It has been some seven years since the Union of Orthodox Jewish Congregations has held a conference focusing on smaller Orthodox communities or on the needs of small synagogues in large communities, according to Rabbi Mayer Waxman, OU director of community services.
But Rabbi Shlomo Levin, spiritual leader of Lake Park Synagogue in Milwaukee, among others, felt it was time for another.
“There’s no forum for addressing issues that are of particular significance to smaller synagogues,” Levin told The Chronicle. “Most of the existing conferences cater to the needs of the larger communities.”
“I felt it would be useful to have a conference that would put the issues of the smaller communities first,” Levin said.
So Levin and Lorraine L. Hoffman, LPS president, urged the Orthodox Union “to rekindle this,” Levin said. And the OU responded — as did Milwaukee’s Helen Bader Foundation, which gave LPS a grant of $10,000 for hosting the conference.
The result is scheduled to occur on Sunday, Sept. 11, through Monday, Sept. 12 at the Marriott Courtyard Hotel downtown, where LPS will host the OU Conference on Synagogue Leadership with Emphasis on Smaller Communities.
The program is primarily geared for synagogue leaders, both rabbinical and lay, which Levin said is unusual but in this case necessary.
“Most conferences are only for rabbis or for administrators,” Levin said. “In the context of smaller communities, it is important to have lay leaders and rabbis together. It is an important feature of small communities that lay leaders are responsible for more of the continuity and leadership.”
Levin and Waxman said they expect some 100 people to attend the conference, primarily from the Midwest, but also from all over the U.S. and Canada.
The conference will also include events that are open to the general public. One of them is the keynote event that will take place at 8 p.m. on Sunday.
Titled “The Future of Small Town Orthodox Communities in America,” it will feature Rabbi Dr. Tzvi Hirsh Weinreb, OU executive vice president, and Rabbi Michel Twerski of Milwaukee Congregation Beth Jehudah. Admission to this event is free.
Weinreb also will be scholar-in-residence at Lake Park Synagogue for the Sabbath before the conference, where he is scheduled to discuss such topics as “The Case for Modern Orthodoxy in the Modern World” and “Israel as the Crossroads.”

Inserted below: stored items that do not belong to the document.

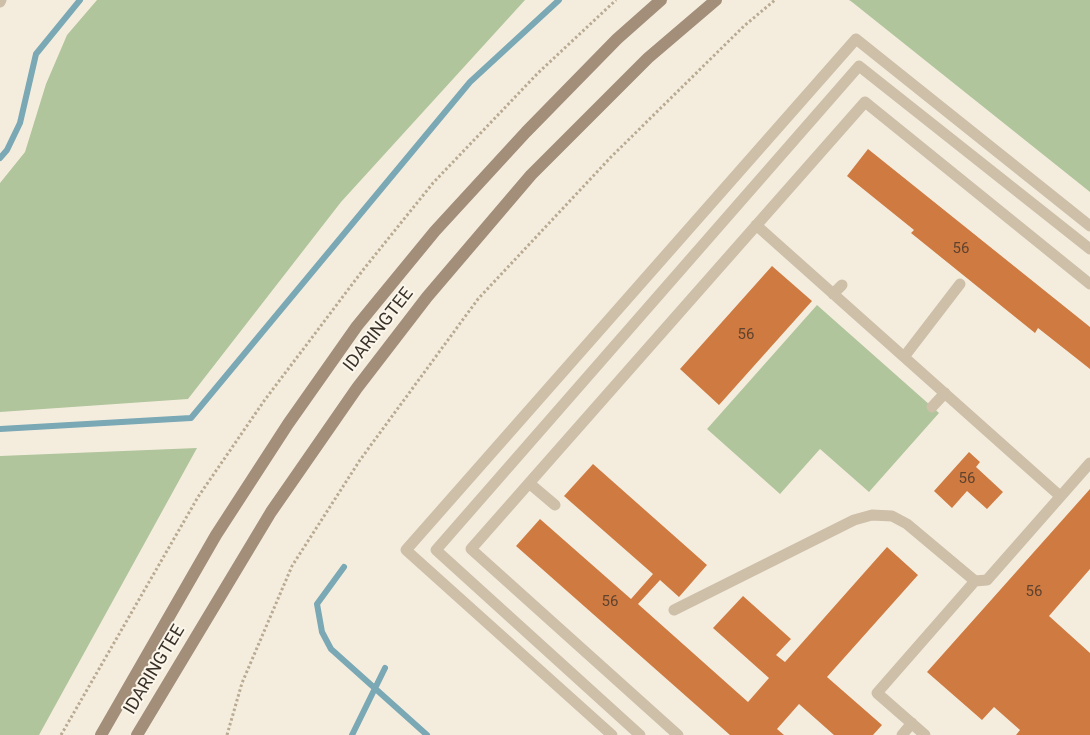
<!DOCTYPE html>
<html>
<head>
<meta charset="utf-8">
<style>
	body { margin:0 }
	canvas { display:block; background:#f4edde }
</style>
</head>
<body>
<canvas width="1090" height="735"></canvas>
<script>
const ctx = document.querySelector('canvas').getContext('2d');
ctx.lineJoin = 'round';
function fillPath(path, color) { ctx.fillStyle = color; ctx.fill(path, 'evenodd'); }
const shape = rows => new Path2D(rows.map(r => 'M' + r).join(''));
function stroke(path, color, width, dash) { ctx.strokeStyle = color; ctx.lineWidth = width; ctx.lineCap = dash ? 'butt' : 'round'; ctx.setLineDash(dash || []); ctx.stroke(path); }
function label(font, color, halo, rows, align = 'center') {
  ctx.font = font + ' Roboto,sans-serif'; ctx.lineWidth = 4; ctx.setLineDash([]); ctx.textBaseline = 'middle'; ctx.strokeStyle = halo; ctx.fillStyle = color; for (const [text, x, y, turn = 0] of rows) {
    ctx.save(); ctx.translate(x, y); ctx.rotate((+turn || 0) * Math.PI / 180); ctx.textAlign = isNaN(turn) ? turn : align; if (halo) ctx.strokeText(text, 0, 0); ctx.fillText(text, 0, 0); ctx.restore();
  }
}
const green = shape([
	[97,0,525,0,341,202,188,399,0,412,0,183,25,152,46,84,67,35],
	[849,0,1090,0,1090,192,852,2],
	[817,305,939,413,869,492,820,449,780,494,707,429],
	[197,448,39,735,0,735,0,456]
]);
const stream = shape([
	[0,158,7,150,20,123,36,54,80,0],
	[0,429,191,418,470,82,559,0],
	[344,567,317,604,322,632,331,649,427,735],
	[352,735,385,668]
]);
const building = shape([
	[868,149,1090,327,1090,369,1038,328,1035,333,911,233,914,230,847,176],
	[772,266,812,301,719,405,680,369],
	[969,452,980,462,976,467,1003,492,987,509,967,491,952,508,934,491],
	[593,464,707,565,679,597,660,580,638,604,748,702,769,678,713,628,743,596,791,639,776,655,785,662,887,547,918,575,827,677,882,725,873,735,834,735,799,704,777,729,784,735,730,735,516,546,540,519,631,599,653,574,564,496],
	[1090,489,1090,569,1049,616,1090,653,1090,735,1016,735,1020,730,994,707,982,720,927,672]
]);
const path = shape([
	[61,735,198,497,264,401,363,270,433,183,538,73,616,0],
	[227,735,242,683,292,566,360,460,478,299,611,157,744,26,775,0]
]);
const service = shape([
	[0,2,1,0],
	[756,225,1060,496],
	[833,294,842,285],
	[904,357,960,284],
	[932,407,945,393],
	[529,483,555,505],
	[674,610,854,520,872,515,892,516,907,524,975,581,987,580,1090,463],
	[612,735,406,550,856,39,1090,226],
	[640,735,436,550,859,66,1090,249],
	[678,735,471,549,865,102,1090,284],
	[902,735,912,723],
	[925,735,877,693,975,581]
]);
const secondary = shape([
	[101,735,216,535,288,424,357,326,435,231,526,132,617,39,661,0],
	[137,735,271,512,357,388,427,297,531,175,648,58,716,0]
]);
const numberNames = [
	["56",961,249],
	["56",746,335],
	["56",967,479],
	["56",1034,592],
	["56",610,602]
];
const streetNames = [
	["IDARINGTEE",379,330,-52],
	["IDARINGTEE",155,670,-59]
];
fillPath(green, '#b1c59c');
stroke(stream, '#7aa8b4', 6);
fillPath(building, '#cf7a41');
stroke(path, '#baaa92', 3, [2.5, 2.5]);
stroke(service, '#cebfa8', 11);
stroke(secondary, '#a28e79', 12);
label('15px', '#5f432f', null, numberNames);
label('18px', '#3a3129', '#fbf6eb', streetNames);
</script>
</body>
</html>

While this event is not technically part of the conference, conference participants and the general community are welcome to attend.
Other topics to be covered at the conference will include, according to the tentative schedule on the OU Web site:
• Halachic considerations for small or isolated communities.
• Political action through the synagogue.
• Programming for youth.
• Conducting a search for a rabbi.
• Increasing membership and fundraising.
• Web site design and synagogue software.
Levin said he hopes the conference will be full of practical suggestions for its participants, “where we could have practical achievements by virtue of collaborating together.”
Waxman added that the conference “is also significant in that it gives small communities and small synagogues in bigger communities an opportunity both to share with each other and to have the directed help of major organizations.”
“We don’t want anyone to be forgotten,” said Waxman. “We want everyone to know that all communities are of equal importance.”